I would insist that a mutually agreed independent Saab specialist inspects the car and determines the likely cause of the failure. perhaps also ask for contact details of the previous owner to confirm that the problems were not already present. he shouldn't have any problem with this if he has nothing to hide.

I also wouldn't accept just one repair estimate.

do you have any legal expenses cover attached to your insurance? some have a legal helpline which may give you some advice.


----------



## centenary (Sep 5, 2010)

Hmmm. Im not coming down on anyone's side here (either the customer's or the business) but, all businesses have a statutory 'duty of care' when a customer is buying or paying for a service.

Unfortunately, I took my wife's zafie to the local Vauxhall dealer for its annual service and cambelt change.

The dealer, who has serviced the car from new, phoned me to say that during the cambelt change, one of the tensioner bolts had striped the thread from the block 

I asked them what they were going to do? They said 'get you to pay for it'!

I said no I dont think so. Have a word with yer main man cos someone at your garage who did the cambelt last time must have overtightened the bolt. Either that or the mechanic currently working on the car just gave it an extra hard tug when trying to undo it this time.

In the meantime, I made other enquiries regarding my position and found out about the duty of care aspect.

The garage contacted me again and said they'd do nothing and I was to pay over a grand for the repair and service. I said service, no probs, I'll pay that but the rest....... I told them they had a duty of care as laid down in statute (its on the you gov website) etc, etc.

Anyway, after a couple of calls they agreed to cover the labour and I'd pay for parts so I ended up paying about 400 quid while the labour 'cost' them 500 quid. A reasonable compromise I thought.

So, I'd check your position but, if push comes to shove try and reach some deal with the customer. 

Beep, beep :driver:


----------



## dubnut71 (Jul 25, 2006)

To the OP, I applaud your customers understanding of the law but unless he's a trained lawyer/solicitor/barrister then he may well be getting his legal position from fat eric down the pub or an internet forum (shudder the thought).

Give these guys a call http://www.consumerdirect.gov.uk/

They advised me in a similar set of circumstances and they will give a fair and impartial view (free), on exactly what the law says in the circumstances you detail above. Legal advice before you take any further action or engage in any further discussion with the client is vital.

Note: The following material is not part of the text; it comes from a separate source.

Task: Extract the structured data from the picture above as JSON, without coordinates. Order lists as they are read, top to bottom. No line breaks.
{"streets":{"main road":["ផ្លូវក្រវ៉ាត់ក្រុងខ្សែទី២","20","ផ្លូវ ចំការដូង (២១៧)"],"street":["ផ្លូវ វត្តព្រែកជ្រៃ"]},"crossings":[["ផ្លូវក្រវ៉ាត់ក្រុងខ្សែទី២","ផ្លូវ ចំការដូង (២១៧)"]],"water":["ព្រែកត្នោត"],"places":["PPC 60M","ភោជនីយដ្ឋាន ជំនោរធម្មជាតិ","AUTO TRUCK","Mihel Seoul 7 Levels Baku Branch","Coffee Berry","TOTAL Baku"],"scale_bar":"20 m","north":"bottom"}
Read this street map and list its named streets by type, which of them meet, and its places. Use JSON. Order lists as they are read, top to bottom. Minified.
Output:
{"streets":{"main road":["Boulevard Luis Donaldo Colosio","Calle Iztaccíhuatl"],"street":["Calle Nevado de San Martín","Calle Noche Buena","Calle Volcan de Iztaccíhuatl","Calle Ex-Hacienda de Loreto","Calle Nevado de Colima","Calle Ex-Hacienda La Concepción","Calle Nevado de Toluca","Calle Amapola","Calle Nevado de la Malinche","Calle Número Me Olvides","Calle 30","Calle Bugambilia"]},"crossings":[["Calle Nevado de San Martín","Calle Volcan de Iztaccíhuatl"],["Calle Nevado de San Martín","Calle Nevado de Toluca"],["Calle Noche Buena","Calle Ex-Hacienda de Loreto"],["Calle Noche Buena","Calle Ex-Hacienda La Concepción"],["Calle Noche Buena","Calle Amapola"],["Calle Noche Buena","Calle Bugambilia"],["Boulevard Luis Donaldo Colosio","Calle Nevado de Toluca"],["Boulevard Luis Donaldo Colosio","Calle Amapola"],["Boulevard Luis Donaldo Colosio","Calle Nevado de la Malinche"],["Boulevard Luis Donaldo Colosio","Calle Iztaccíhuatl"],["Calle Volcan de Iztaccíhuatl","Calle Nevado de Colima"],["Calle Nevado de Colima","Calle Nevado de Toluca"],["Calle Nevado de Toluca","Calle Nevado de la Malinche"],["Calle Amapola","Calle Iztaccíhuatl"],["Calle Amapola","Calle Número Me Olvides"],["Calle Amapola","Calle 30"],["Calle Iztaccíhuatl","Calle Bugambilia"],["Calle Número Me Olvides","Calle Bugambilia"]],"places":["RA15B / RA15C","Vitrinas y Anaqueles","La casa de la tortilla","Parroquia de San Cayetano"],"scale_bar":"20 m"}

It feel very unfair to be accused of something like this , particularly when the actions you may have taken were ultimately for the benefit of the client.
Detailers like any other small businessmen are prey for this type of accusation, protect yourself, get proper legal advice and find out where the balance of proof lies and proceed accordingly.
Don't give in to unfair and unsubstantiable demands like this.


----------



## DW58 (Nov 27, 2010)

How did he start the car to remove it from your premises if there was so much damage? Why didn't he spot the damage there and then? All questions he needs to provide valid answers for.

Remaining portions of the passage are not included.